----- Provided material
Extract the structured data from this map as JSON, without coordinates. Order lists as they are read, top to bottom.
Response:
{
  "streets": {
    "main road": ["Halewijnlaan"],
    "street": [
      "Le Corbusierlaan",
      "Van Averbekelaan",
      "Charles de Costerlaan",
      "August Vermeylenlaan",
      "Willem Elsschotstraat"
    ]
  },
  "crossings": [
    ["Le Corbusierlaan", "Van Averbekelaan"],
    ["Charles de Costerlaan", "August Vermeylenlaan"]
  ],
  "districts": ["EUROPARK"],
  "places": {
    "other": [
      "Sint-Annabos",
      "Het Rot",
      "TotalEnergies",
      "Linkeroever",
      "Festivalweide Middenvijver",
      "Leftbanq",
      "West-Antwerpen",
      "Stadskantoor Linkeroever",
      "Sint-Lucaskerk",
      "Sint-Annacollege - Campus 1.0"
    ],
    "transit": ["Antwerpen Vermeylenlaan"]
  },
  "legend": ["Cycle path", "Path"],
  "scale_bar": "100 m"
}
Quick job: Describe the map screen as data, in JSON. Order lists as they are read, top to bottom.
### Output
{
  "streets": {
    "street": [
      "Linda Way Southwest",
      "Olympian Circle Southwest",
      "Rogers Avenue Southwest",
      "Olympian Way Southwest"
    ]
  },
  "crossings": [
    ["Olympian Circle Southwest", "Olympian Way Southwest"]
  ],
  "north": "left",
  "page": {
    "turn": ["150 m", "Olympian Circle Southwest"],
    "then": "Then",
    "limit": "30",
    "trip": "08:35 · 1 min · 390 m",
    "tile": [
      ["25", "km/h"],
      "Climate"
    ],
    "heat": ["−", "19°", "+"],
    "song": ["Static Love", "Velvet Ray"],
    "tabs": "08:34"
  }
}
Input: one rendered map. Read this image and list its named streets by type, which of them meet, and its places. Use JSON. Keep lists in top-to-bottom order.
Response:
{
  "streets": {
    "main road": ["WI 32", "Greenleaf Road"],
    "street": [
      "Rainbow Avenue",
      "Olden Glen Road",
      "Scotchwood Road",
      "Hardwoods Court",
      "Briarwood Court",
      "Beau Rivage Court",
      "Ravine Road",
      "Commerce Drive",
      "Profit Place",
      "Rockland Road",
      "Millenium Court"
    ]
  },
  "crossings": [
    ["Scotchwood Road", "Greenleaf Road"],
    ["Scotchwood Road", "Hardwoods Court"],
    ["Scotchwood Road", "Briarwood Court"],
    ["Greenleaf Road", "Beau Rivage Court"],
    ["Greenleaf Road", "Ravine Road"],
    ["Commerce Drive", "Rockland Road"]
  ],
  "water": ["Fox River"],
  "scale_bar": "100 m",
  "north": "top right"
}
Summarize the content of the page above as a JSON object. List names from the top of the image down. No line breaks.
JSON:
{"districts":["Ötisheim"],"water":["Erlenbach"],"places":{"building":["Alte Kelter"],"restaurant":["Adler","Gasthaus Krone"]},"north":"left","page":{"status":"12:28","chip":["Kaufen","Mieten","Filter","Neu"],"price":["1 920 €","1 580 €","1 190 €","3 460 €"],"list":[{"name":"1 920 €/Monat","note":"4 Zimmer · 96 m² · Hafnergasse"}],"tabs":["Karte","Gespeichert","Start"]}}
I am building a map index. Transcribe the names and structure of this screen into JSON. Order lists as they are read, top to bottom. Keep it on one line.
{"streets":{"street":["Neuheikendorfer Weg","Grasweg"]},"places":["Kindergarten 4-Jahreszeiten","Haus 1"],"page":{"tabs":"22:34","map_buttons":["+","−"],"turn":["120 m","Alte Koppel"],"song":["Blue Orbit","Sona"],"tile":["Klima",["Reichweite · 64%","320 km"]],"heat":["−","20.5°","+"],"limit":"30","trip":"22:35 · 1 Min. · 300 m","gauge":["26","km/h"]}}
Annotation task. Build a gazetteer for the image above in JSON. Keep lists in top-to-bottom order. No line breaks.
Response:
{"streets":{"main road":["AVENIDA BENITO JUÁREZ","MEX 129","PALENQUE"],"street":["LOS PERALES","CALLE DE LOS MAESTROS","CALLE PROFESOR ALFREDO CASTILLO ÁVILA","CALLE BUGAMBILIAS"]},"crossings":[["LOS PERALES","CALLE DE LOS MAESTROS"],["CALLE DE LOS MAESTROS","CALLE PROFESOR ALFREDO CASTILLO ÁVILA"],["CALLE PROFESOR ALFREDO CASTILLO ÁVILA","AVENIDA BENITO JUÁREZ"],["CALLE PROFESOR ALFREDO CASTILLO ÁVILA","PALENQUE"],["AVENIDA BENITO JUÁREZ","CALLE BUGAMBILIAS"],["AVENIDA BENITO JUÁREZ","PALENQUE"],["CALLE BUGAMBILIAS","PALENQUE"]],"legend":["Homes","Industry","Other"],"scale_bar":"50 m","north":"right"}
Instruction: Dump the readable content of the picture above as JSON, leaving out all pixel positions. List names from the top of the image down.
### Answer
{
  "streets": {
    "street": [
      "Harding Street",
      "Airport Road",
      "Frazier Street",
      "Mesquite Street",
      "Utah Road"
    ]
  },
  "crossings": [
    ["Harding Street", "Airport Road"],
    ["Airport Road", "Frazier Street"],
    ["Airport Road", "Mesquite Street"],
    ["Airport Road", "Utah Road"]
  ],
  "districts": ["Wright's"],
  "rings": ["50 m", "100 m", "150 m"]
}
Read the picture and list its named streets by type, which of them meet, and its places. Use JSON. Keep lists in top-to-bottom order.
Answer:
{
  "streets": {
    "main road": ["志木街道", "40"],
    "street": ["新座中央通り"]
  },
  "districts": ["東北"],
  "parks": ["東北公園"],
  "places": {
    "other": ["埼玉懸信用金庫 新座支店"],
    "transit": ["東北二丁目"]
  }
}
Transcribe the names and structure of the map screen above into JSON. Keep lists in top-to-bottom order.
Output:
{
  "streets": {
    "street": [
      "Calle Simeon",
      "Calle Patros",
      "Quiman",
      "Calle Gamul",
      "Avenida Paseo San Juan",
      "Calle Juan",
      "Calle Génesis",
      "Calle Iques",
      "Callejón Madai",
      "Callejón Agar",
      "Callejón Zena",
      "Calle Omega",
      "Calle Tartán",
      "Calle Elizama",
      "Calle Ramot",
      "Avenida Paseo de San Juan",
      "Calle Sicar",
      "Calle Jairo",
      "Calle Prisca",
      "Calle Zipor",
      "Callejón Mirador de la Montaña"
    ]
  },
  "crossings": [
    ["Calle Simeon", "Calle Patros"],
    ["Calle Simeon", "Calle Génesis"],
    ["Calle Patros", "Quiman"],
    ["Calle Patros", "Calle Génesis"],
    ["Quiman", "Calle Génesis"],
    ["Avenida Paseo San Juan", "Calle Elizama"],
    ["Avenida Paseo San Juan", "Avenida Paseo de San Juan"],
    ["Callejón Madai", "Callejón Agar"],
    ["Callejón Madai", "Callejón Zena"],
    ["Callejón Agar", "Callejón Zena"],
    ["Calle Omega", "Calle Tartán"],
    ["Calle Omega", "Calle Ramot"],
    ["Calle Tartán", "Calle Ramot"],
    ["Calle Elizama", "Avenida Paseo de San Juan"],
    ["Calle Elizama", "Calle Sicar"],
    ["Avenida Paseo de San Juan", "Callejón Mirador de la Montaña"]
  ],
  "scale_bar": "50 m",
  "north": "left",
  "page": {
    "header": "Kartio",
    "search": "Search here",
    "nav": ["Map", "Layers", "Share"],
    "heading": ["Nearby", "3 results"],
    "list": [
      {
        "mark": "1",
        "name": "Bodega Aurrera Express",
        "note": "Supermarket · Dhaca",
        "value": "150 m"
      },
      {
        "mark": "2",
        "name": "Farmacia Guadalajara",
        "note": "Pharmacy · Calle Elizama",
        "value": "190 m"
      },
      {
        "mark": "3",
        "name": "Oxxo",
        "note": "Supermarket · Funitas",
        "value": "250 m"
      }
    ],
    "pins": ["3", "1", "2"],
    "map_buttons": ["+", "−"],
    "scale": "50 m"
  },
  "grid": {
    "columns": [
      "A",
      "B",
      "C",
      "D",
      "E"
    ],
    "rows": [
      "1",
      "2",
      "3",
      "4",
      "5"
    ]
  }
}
----------
What the task requires:
Please give again the lines above between the line holding "Annotation task. Build" and the line holding "Instruction: Dump the", inclusive, exactly as they are and with nothing added.

Your response:
Annotation task. Build a gazetteer for the image above in JSON. Keep lists in top-to-bottom order. No line breaks.
Response:
{"streets":{"main road":["AVENIDA BENITO JUÁREZ","MEX 129","PALENQUE"],"street":["LOS PERALES","CALLE DE LOS MAESTROS","CALLE PROFESOR ALFREDO CASTILLO ÁVILA","CALLE BUGAMBILIAS"]},"crossings":[["LOS PERALES","CALLE DE LOS MAESTROS"],["CALLE DE LOS MAESTROS","CALLE PROFESOR ALFREDO CASTILLO ÁVILA"],["CALLE PROFESOR ALFREDO CASTILLO ÁVILA","AVENIDA BENITO JUÁREZ"],["CALLE PROFESOR ALFREDO CASTILLO ÁVILA","PALENQUE"],["AVENIDA BENITO JUÁREZ","CALLE BUGAMBILIAS"],["AVENIDA BENITO JUÁREZ","PALENQUE"],["CALLE BUGAMBILIAS","PALENQUE"]],"legend":["Homes","Industry","Other"],"scale_bar":"50 m","north":"right"}
Instruction: Dump the readable content of the picture above as JSON, leaving out all pixel positions. List names from the top of the image down.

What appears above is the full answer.